:: Exercise requirements ::
Omit every picture while repeating the entries exactly.

:: Dataset records ::
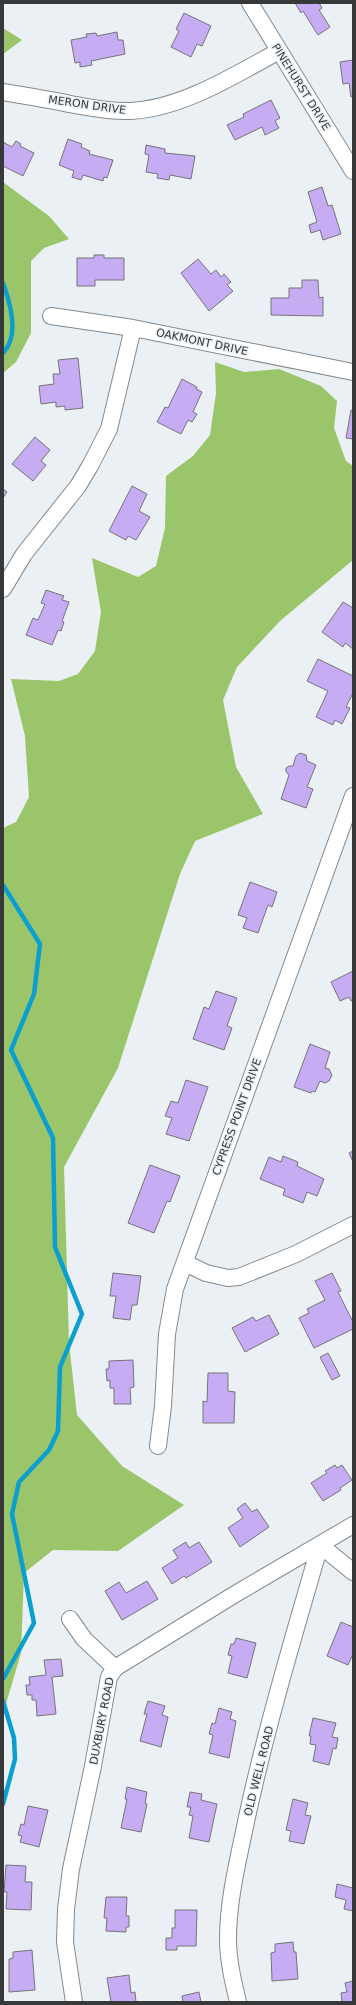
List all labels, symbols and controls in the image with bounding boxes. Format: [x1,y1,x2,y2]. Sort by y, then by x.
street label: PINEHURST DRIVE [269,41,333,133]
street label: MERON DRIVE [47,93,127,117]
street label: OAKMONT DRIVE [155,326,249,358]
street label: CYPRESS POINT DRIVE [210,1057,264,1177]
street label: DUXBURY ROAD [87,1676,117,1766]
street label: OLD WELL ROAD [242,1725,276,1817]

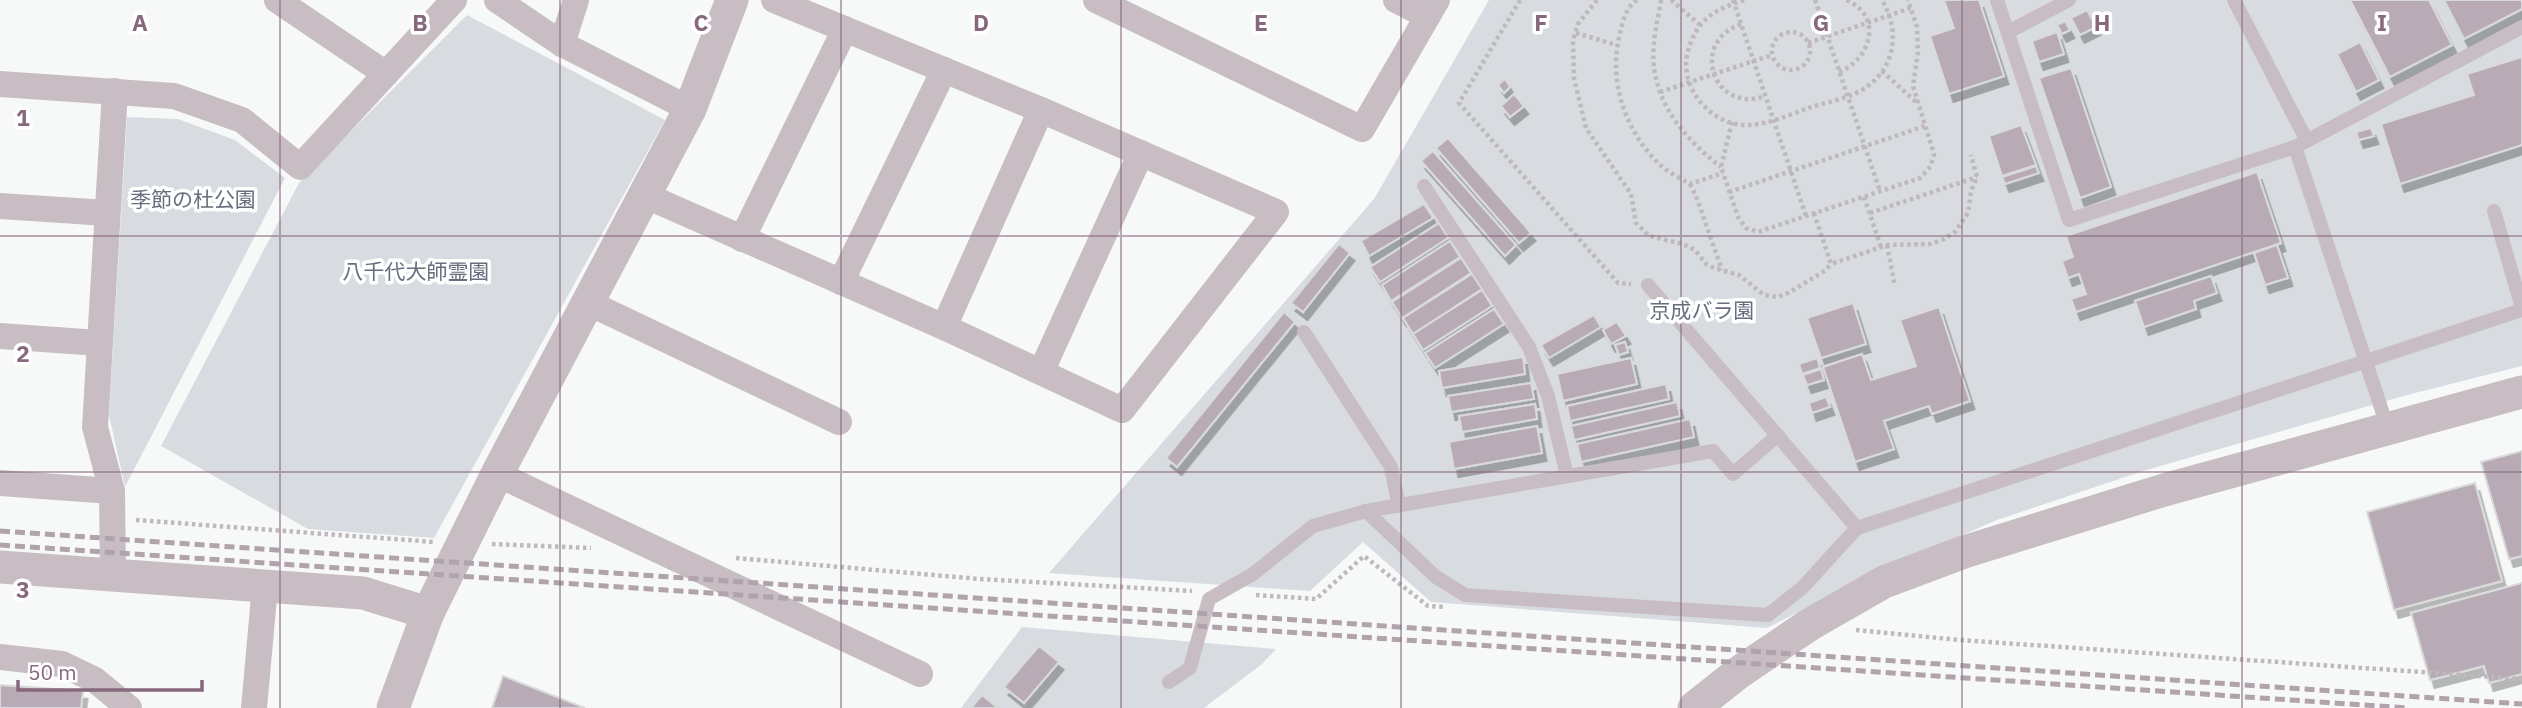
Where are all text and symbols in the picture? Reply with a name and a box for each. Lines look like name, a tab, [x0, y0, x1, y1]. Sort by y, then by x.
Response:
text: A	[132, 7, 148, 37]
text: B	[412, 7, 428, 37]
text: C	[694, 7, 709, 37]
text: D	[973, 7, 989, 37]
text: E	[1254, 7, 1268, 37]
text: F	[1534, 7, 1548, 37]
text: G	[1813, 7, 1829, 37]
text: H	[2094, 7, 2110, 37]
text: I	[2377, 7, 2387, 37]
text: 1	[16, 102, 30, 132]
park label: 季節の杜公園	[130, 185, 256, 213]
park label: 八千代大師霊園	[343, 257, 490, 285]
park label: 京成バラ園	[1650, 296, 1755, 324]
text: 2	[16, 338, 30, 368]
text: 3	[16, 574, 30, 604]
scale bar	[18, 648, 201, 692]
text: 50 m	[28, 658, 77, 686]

:: Exercise result ::
List all labels, symbols and controls in the image with bounding boxes. Format: [x1,y1,x2,y2]. Sort by y, then by x.
street label: PINEHURST DRIVE [269,41,333,133]
street label: MERON DRIVE [47,93,127,117]
street label: OAKMONT DRIVE [155,326,249,358]
street label: CYPRESS POINT DRIVE [210,1057,264,1177]
street label: DUXBURY ROAD [87,1676,117,1766]
street label: OLD WELL ROAD [242,1725,276,1817]

Where are all text and symbols in the picture? Reply with a name and a box for each. Lines look like name, a tab, [x0, y0, x1, y1]. Sort by y, then by x.
Response:
text: A	[132, 7, 148, 37]
text: B	[412, 7, 428, 37]
text: C	[694, 7, 709, 37]
text: D	[973, 7, 989, 37]
text: E	[1254, 7, 1268, 37]
text: F	[1534, 7, 1548, 37]
text: G	[1813, 7, 1829, 37]
text: H	[2094, 7, 2110, 37]
text: I	[2377, 7, 2387, 37]
text: 1	[16, 102, 30, 132]
park label: 季節の杜公園	[130, 185, 256, 213]
park label: 八千代大師霊園	[343, 257, 490, 285]
park label: 京成バラ園	[1650, 296, 1755, 324]
text: 2	[16, 338, 30, 368]
text: 3	[16, 574, 30, 604]
scale bar	[18, 648, 201, 692]
text: 50 m	[28, 658, 77, 686]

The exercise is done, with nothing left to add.